@freemo My friend who has his own email service setup says most of what would be useful is to look / search for this:
spf dkim dmarc
which gave me these results I'll shortlist:
SPF, DKIM, DMARC: Email Authentication Explained - The Hunter Blog
https://hunter.io/blog/spf-dkim-dmarc/
DKIM, DMARC, and SPF: Setting Up Email Security - How-To Geek
https://www.howtogeek.com/devops/dkim-dmarc-and-spf-setting-up-email-security/
SPF, DKIM & DMARC Explained: How To Set Them Up And Combat Fake Emails
@freemo Friends says he gets about 15spam a day... but also I was thinking it's enough to reduce our aim / expectation so we (the more private) could have something that is for authorised people *only* (adding it to an 'auth list' or filter... for those we we know will be contacting us (so for example on Mastodon we could exchange mails,,, so you might have google etc but one the other less 3rd party to switch to AND auth'd email service means after initial contact (google or whichever way) means thereafter more private comms instead of trying to copy google for everything...

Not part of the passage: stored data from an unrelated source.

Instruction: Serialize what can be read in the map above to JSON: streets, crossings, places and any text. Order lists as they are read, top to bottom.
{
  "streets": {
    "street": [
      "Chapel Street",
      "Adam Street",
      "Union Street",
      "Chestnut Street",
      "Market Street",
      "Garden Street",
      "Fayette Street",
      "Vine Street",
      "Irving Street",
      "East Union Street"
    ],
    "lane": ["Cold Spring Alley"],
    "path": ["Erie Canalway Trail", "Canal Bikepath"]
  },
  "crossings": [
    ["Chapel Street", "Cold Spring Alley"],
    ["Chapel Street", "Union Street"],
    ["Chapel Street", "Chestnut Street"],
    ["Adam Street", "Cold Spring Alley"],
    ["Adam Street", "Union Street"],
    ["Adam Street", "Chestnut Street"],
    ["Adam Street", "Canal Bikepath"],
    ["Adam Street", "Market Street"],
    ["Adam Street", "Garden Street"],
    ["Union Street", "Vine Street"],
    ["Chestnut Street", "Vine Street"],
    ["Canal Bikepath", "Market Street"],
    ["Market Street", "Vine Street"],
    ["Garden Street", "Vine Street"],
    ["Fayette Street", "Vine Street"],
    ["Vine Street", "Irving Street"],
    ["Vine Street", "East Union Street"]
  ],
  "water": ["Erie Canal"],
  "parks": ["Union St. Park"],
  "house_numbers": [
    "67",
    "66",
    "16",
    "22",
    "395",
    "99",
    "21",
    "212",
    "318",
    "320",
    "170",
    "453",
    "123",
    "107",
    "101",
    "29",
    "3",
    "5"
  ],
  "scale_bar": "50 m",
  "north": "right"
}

so keep google but solve important comms on something exclusive / 99.99% safer than trying to solve it all in one go and be a google. And then after maybe when spam technology is made easier could switch to allowing all - first priority is not letting Google in to private comms / all accounts / people connected to etc etc :]
agreed... yes more-trusted whitelisting / graylisting even exclusive access etc at least between a few
sounds like a good start (in keeping communication integrity)
@freeschool @freemo rspamd does a pretty good job filtering spam. funnily most spams are removed by graylisting, not even by sophisticated stuff.